EXERCISE PROMPT: Print what the records say exactly, and omit the pictures.

** SUPPLIED MATERIAL follows **

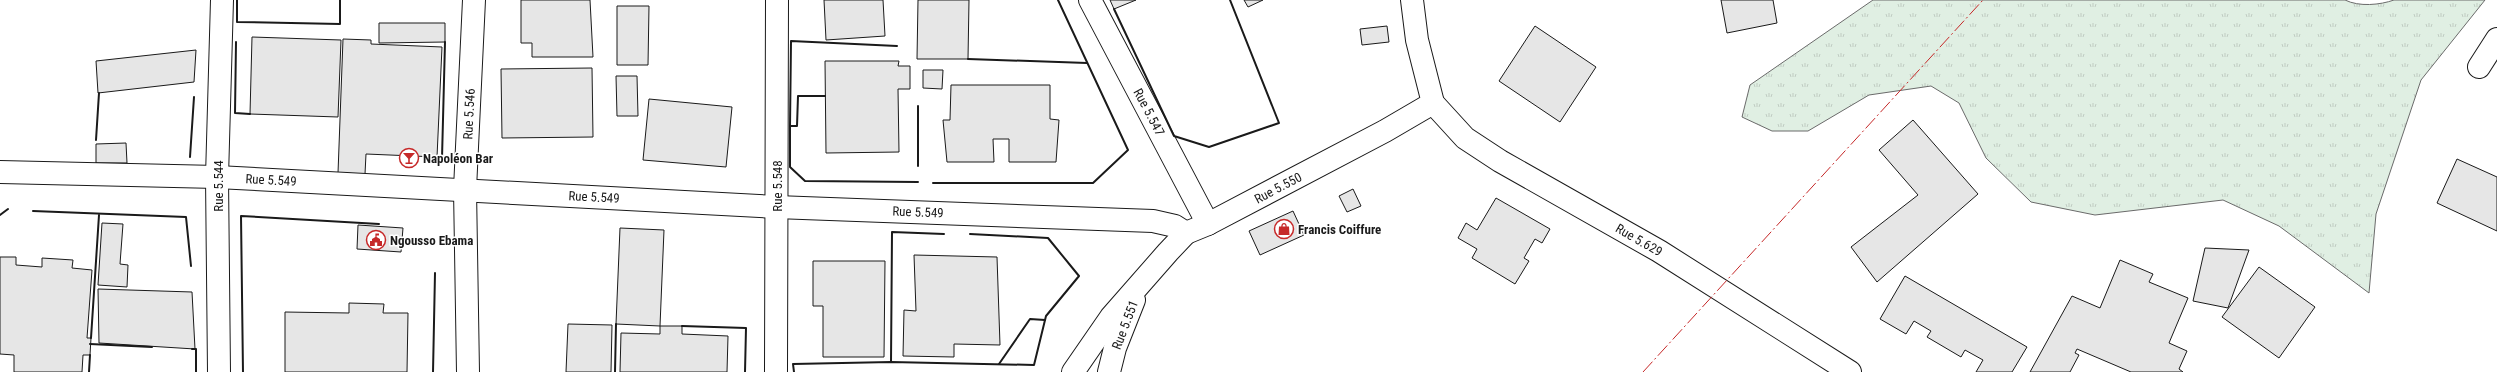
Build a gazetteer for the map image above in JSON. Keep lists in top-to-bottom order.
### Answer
{
  "streets": {
    "street": [
      "Rue 5.547",
      "Rue 5.546",
      "Rue 5.549",
      "Rue 5.544",
      "Rue 5.548",
      "Rue 5.550",
      "Rue 5.629",
      "Rue 5.551"
    ]
  },
  "crossings": [
    ["Rue 5.547", "Rue 5.550"],
    ["Rue 5.546", "Rue 5.549"],
    ["Rue 5.549", "Rue 5.544"],
    ["Rue 5.549", "Rue 5.548"],
    ["Rue 5.549", "Rue 5.550"],
    ["Rue 5.550", "Rue 5.629"],
    ["Rue 5.550", "Rue 5.551"]
  ],
  "places": {
    "bar": ["Napoléon Bar"],
    "shop": ["Francis Coiffure"],
    "public building": ["Ngousso Ebama"]
  }
}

** End of SUPPLIED MATERIAL **

EXERCISE SOLUTION:
Build a gazetteer for the map image above in JSON. Keep lists in top-to-bottom order.
### Answer
{
  "streets": {
    "street": [
      "Rue 5.547",
      "Rue 5.546",
      "Rue 5.549",
      "Rue 5.544",
      "Rue 5.548",
      "Rue 5.550",
      "Rue 5.629",
      "Rue 5.551"
    ]
  },
  "crossings": [
    ["Rue 5.547", "Rue 5.550"],
    ["Rue 5.546", "Rue 5.549"],
    ["Rue 5.549", "Rue 5.544"],
    ["Rue 5.549", "Rue 5.548"],
    ["Rue 5.549", "Rue 5.550"],
    ["Rue 5.550", "Rue 5.629"],
    ["Rue 5.550", "Rue 5.551"]
  ],
  "places": {
    "bar": ["Napoléon Bar"],
    "shop": ["Francis Coiffure"],
    "public building": ["Ngousso Ebama"]
  }
}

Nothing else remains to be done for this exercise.